A reply from the same Hotspot engineer.
Paul
----
| Is there a reason why signal chaining is not enabled by default on
linux/solaris?
Just wanted to clarify - signal chaining is enabled by default for the JVM.
The way signal chaining works is cooperatively. i.e. when the JVM
starts, it "chains", i.e. saves
existing signal handlers for the signals it uses. Then when the JVM
gets a signal, it first processes
it itself and then passes it to the next "chained" signal handler.
With cooperative chaining, if the AMD or NVIDIA drivers also supported
(or it sounds like will support :-)
signal chaining - when the drivers register signal handlers, instead of
overwriting existing
signal handlers, they will also save them in a chain and pass on signals.
The libjsig.so which HAS to be set via a LD_PRELOAD interposes on the
system calls for
registering signal handlers. It has to be there before any of the
subsystems register signal handlers
and provides cooperative signal chaining for subsystems that do not
provide it themselves.
So, the best fix of course is the one you are pursuing, which is asking
Nvidia and AMD to also
perform cooperative signal chaining.
----
On 5/19/10 2:54 PM, Michael Bien wrote:
Hello Everyone,
(sorry for the delay, but something went wrong with my subscription, i
haven't noticed that I already got an answer)
comments inline...
More info from Hotspot engineers.
----
>Does webstart allow running your own native code in an applet?
yes
(Does
plugin while
>So I am guessing that they have java interfaces using the jvm/JIT
> - then gluegen -- how does gluegen work here? Is it precompiled
gluegen generates very thin JNI binding code, its precompiled ->
nothing at runtime.
but we have basically two modes: static linking against libOpenCL.so
or dynamic loading and invocation via function pointers which we
currently use for JOGL but not yet for JOCL (except for CL extensions).
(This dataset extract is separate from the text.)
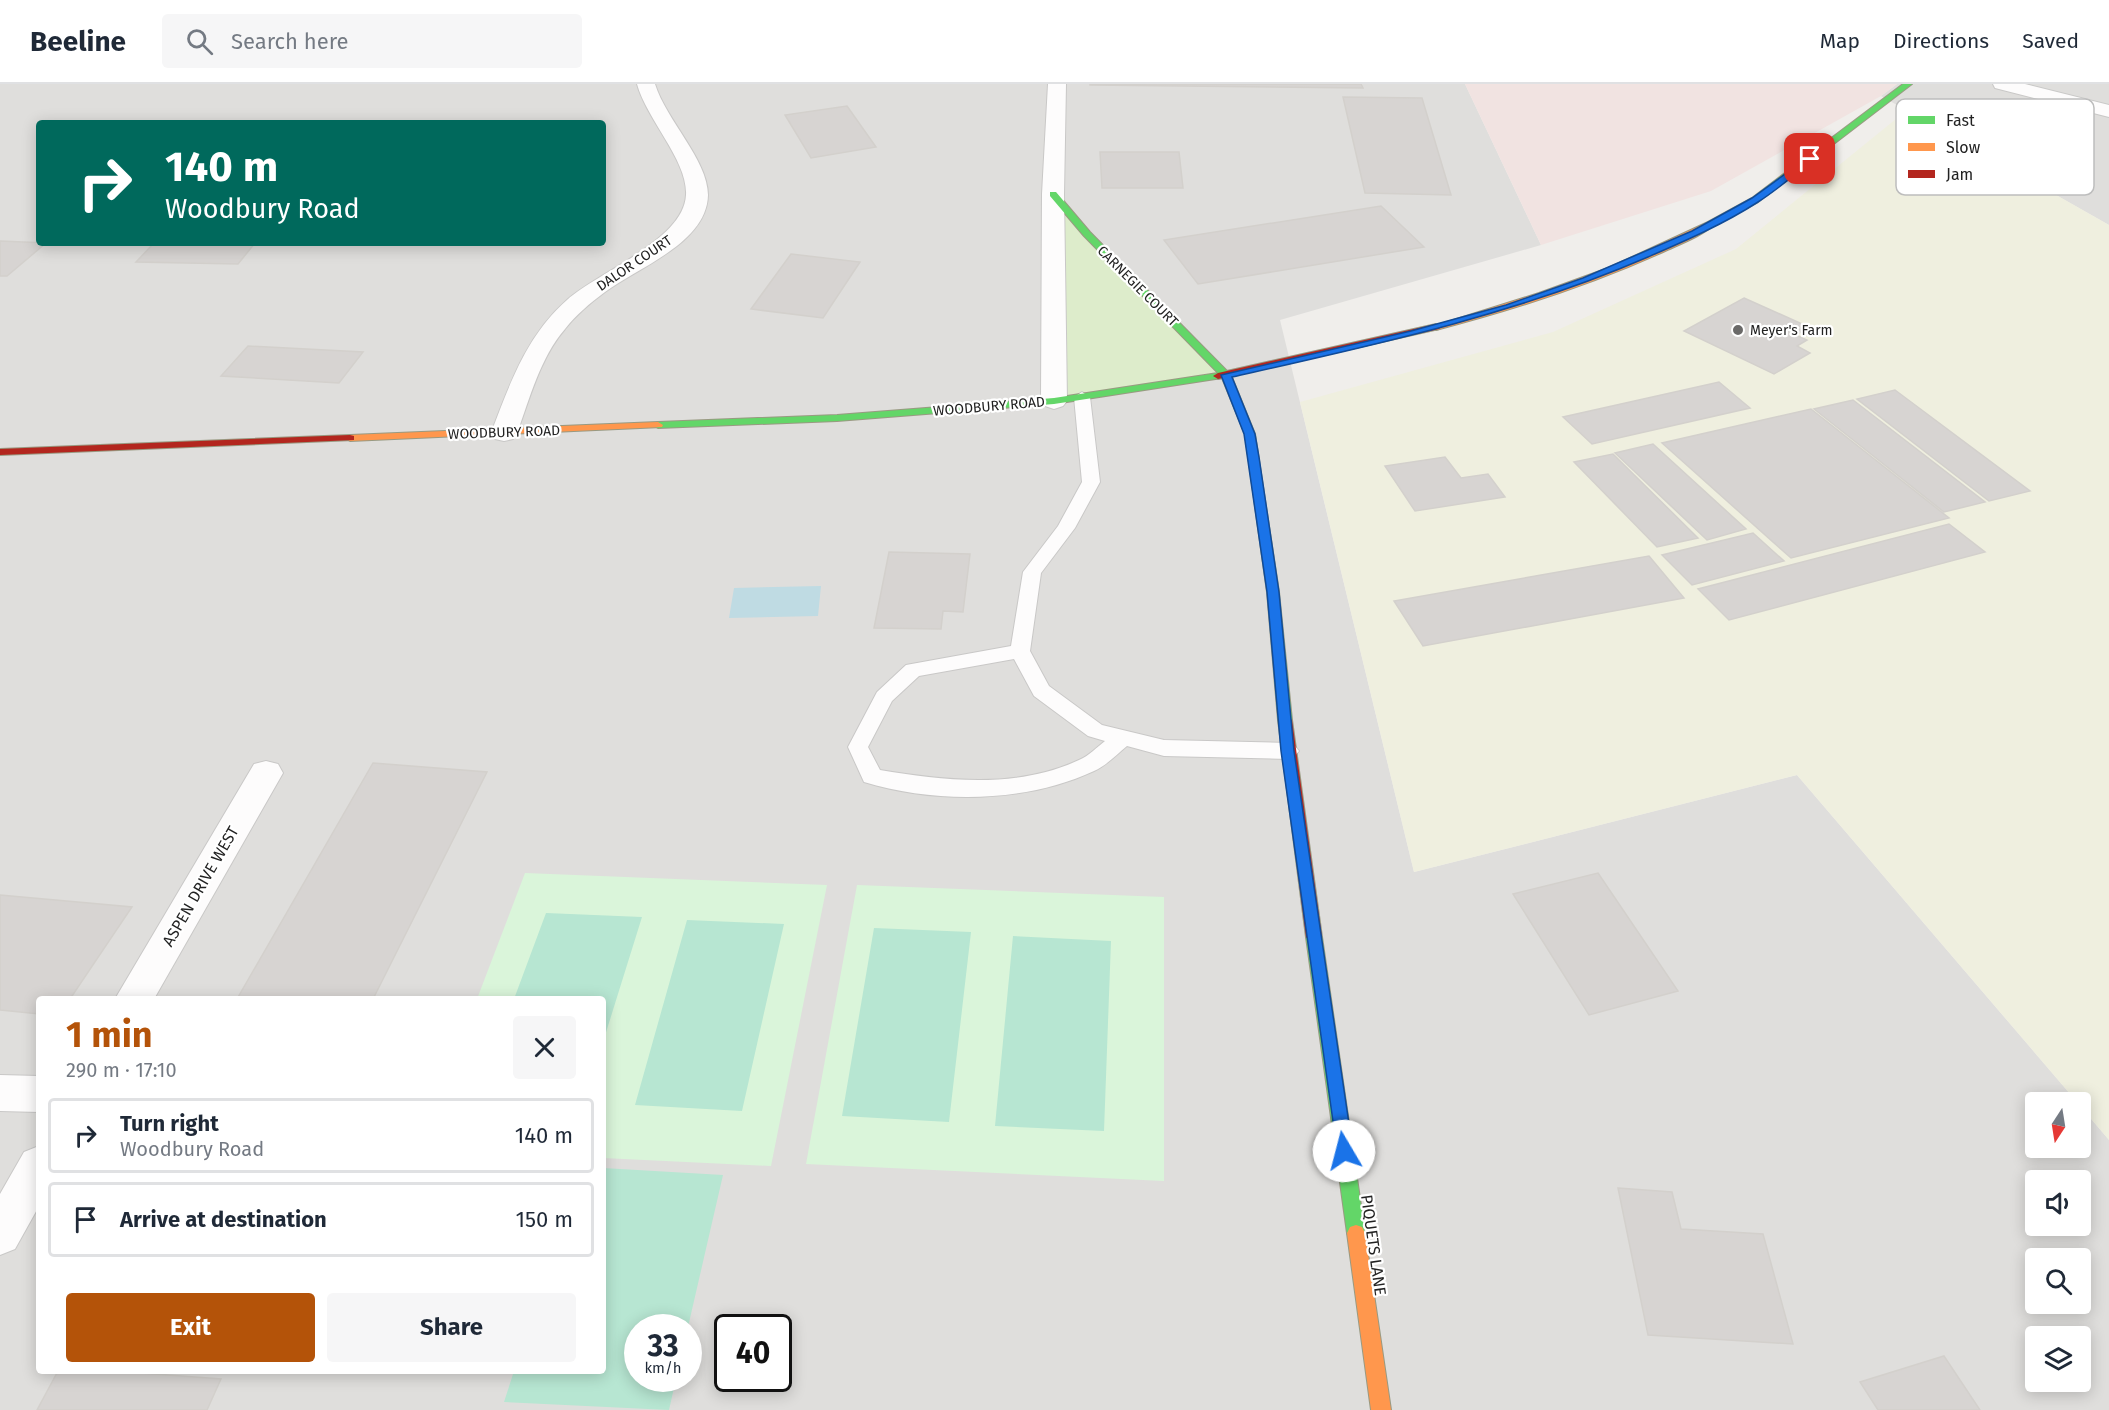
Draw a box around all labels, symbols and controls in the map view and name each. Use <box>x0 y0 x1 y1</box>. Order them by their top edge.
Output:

or does it do a translation at run time?
no
> - which talks to OpenCL "C" binaries
> - there appear to be a set running on the "host" or main CPU,
> including interfacing to the underlying device drivers, such as
the amd and nvidia drivers mentioned
> - which then can also start OpenCL "C" binaries that run on
auxiliary processors like GPUs
yes thats basically how it works
>So to answer Michael's question from a VM perspective:
>It appears that the amd and nvidia native drivers that I would guess
they link to in their
>"host" code register for the system signals listed below, but don't
support signal chaining,
>i.e. they are overwriting the jvm's signal handlers.
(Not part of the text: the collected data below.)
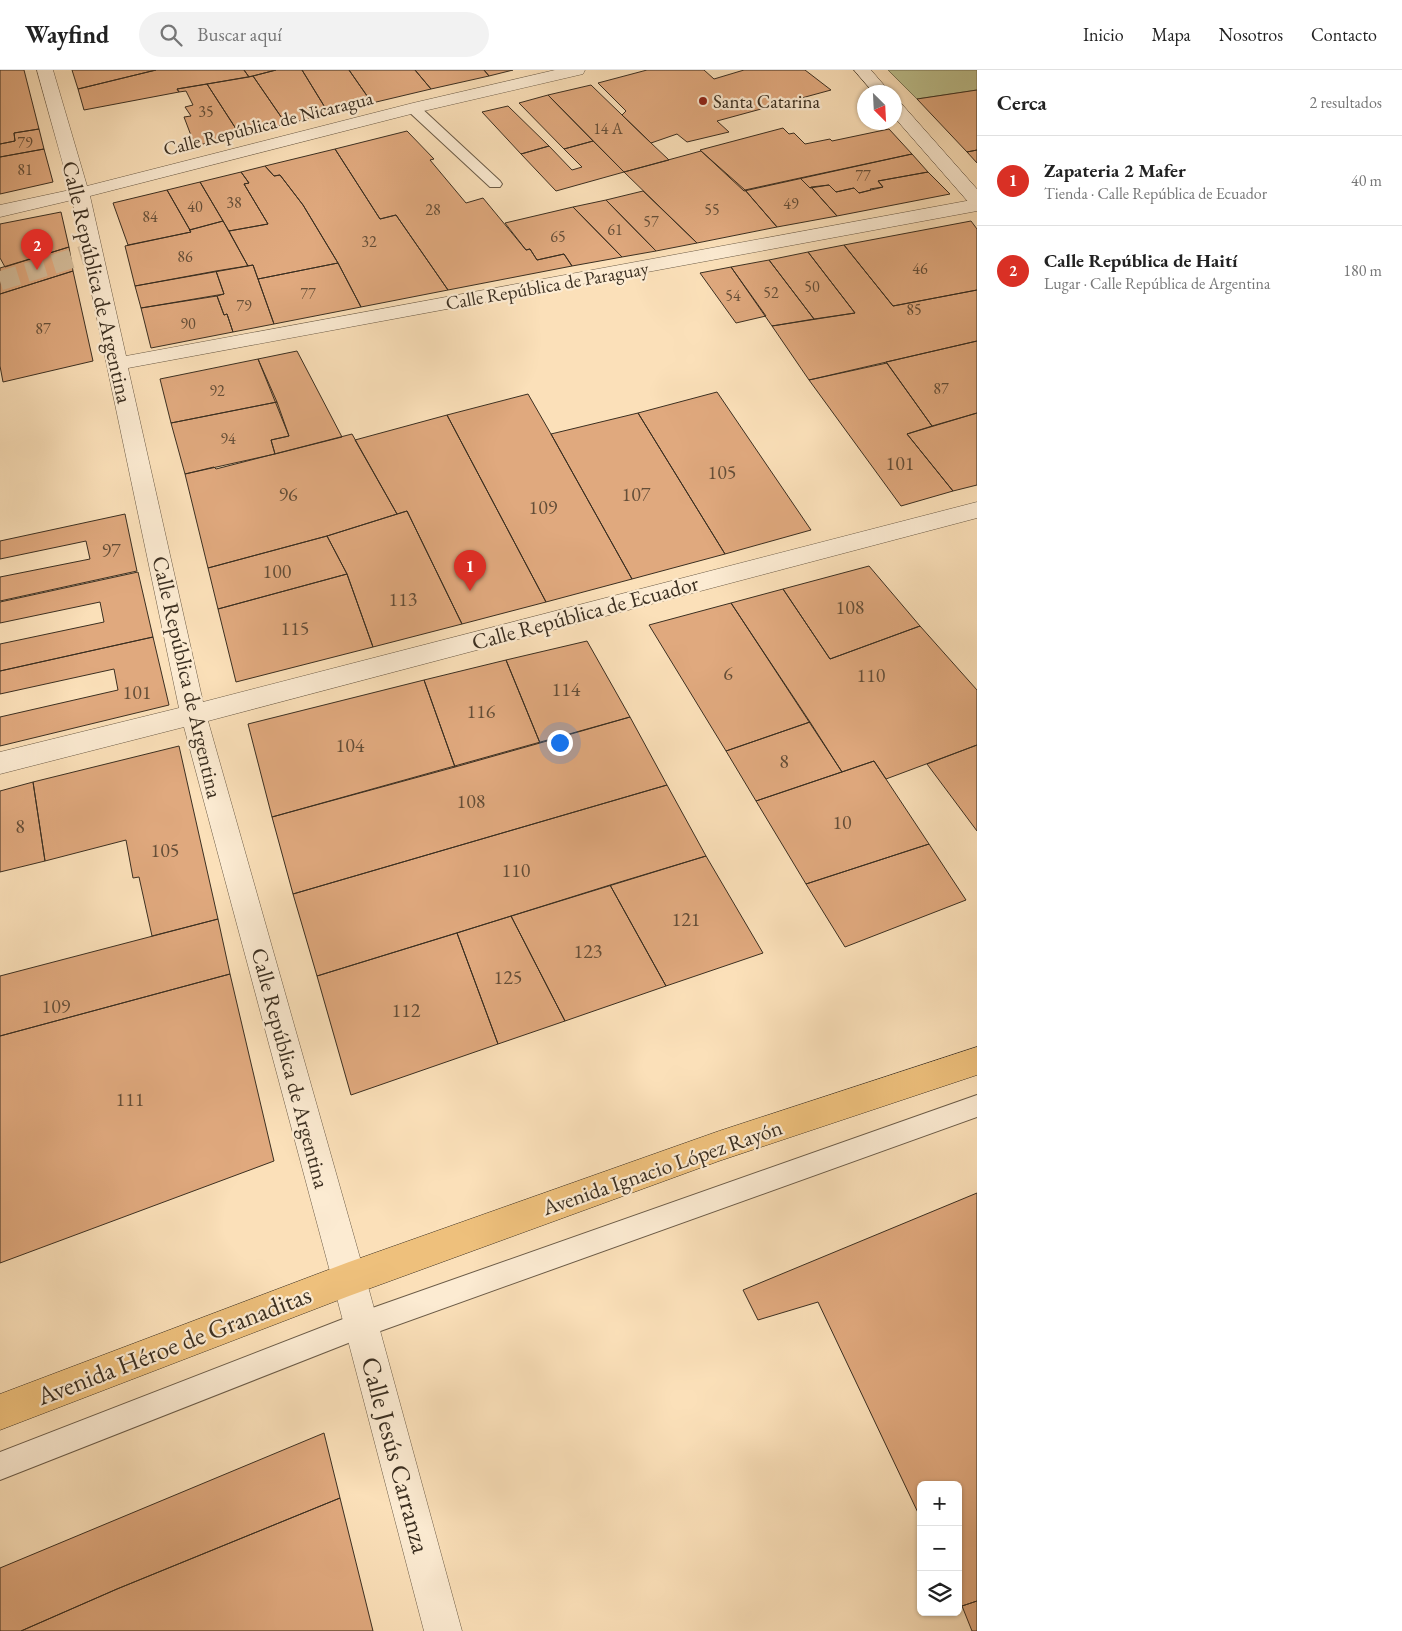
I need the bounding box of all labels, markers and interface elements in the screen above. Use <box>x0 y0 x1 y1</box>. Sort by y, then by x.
search box <box>139 12 489 57</box>
text: Wayfind <box>25 19 109 50</box>
icon: search <box>157 21 185 49</box>
text: Buscar aquí <box>197 22 282 47</box>
text: Inicio <box>1083 23 1124 46</box>
text: Mapa <box>1152 23 1191 46</box>
text: Nosotros <box>1219 23 1283 46</box>
text: Contacto <box>1311 23 1377 46</box>
street label: Calle República de Nicaragua <box>161 85 376 162</box>
north arrow <box>857 85 902 130</box>
place label: Santa Catarina <box>713 89 820 114</box>
text: Cerca <box>997 89 1047 116</box>
text: 2 resultados <box>1310 92 1382 113</box>
marker: Santa Catarina <box>697 95 709 107</box>
house number: 35 <box>198 101 214 122</box>
house number: 14 A <box>593 118 624 139</box>
house number: 79 <box>17 132 33 153</box>
street label: Calle República de Argentina <box>56 158 140 406</box>
text: Zapateria 2 Mafer <box>1044 158 1186 183</box>
house number: 81 <box>17 159 33 180</box>
house number: 77 <box>855 165 871 186</box>
text: 1 <box>1009 170 1017 191</box>
text: 40 m <box>1351 170 1382 191</box>
text: Tienda · Calle República de Ecuador <box>1044 183 1267 204</box>
house number: 38 <box>226 192 242 213</box>
house number: 49 <box>783 193 799 214</box>
house number: 40 <box>187 196 203 217</box>
house number: 28 <box>425 199 441 220</box>
house number: 55 <box>704 199 720 220</box>
house number: 84 <box>142 206 158 227</box>
house number: 57 <box>643 211 659 232</box>
house number: 61 <box>607 219 623 240</box>
house number: 65 <box>550 226 566 247</box>
pin: 2 <box>21 229 53 270</box>
house number: 32 <box>361 231 377 252</box>
house number: 86 <box>177 246 193 267</box>
text: Calle República de Haití <box>1044 248 1238 273</box>
street label: Calle República de Paraguay <box>444 255 651 316</box>
house number: 46 <box>912 258 928 279</box>
text: 2 <box>1009 260 1017 281</box>
text: 180 m <box>1343 260 1382 281</box>
text: Lugar · Calle República de Argentina <box>1044 273 1270 294</box>
house number: 50 <box>804 276 820 297</box>
house number: 52 <box>763 282 779 303</box>
house number: 77 <box>300 283 316 304</box>
house number: 54 <box>725 285 741 306</box>
house number: 79 <box>236 295 252 316</box>
house number: 85 <box>906 299 922 320</box>
house number: 90 <box>180 313 196 334</box>
house number: 87 <box>35 318 51 339</box>
house number: 87 <box>933 378 949 399</box>
house number: 92 <box>209 380 225 401</box>
house number: 94 <box>220 428 236 449</box>
house number: 101 <box>886 450 914 476</box>
house number: 105 <box>708 459 736 485</box>
house number: 96 <box>278 481 298 507</box>
house number: 107 <box>622 481 651 507</box>
house number: 109 <box>529 494 558 520</box>
house number: 97 <box>101 537 121 563</box>
pin: 1 <box>454 550 486 591</box>
street label: Calle República de Argentina <box>146 553 230 801</box>
house number: 100 <box>263 558 292 584</box>
street label: Calle República de Ecuador <box>469 568 702 657</box>
house number: 113 <box>389 586 417 612</box>
house number: 108 <box>836 594 864 620</box>
house number: 115 <box>281 615 309 641</box>
house number: 6 <box>723 660 733 686</box>
house number: 110 <box>857 662 886 688</box>
house number: 114 <box>552 676 581 702</box>
house number: 101 <box>123 679 151 705</box>
house number: 116 <box>467 698 496 724</box>
your location <box>547 730 573 756</box>
house number: 104 <box>336 732 365 758</box>
house number: 8 <box>779 748 789 774</box>
house number: 108 <box>457 788 485 814</box>
house number: 10 <box>832 809 852 835</box>
house number: 8 <box>15 813 25 839</box>
house number: 105 <box>151 837 179 863</box>
house number: 110 <box>502 857 531 883</box>
house number: 121 <box>672 906 700 932</box>
house number: 123 <box>574 938 602 964</box>
street label: Calle República de Argentina <box>244 945 337 1192</box>
house number: 125 <box>494 964 522 990</box>
house number: 109 <box>42 993 71 1019</box>
house number: 112 <box>392 997 421 1023</box>
house number: 111 <box>116 1086 144 1112</box>
street label: Avenida Ignacio López Rayón <box>537 1113 786 1223</box>
street label: Avenida Héroe de Granaditas <box>31 1277 316 1413</box>
street label: Calle Jesús Carranza <box>353 1353 439 1557</box>
map controls <box>917 1481 962 1616</box>
button: + <box>917 1481 962 1526</box>
button: − <box>917 1526 962 1571</box>
button: layers <box>917 1571 962 1616</box>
>So - the technical solution for that, assuming we can't change the amd
and nvidia drivers,
>is to interpose our libjsig.so before their libraries are loaded. This
lets our vm chain
>their signal handlers, so that the VM only handles signals that apply
to the vm and then
>calls their signal handlers.
>I am guessing they can't link libjsig with their application or he
would have done so - but
>it is worth first asking why he can't.
Reading the libjsig doc i thought it would not work.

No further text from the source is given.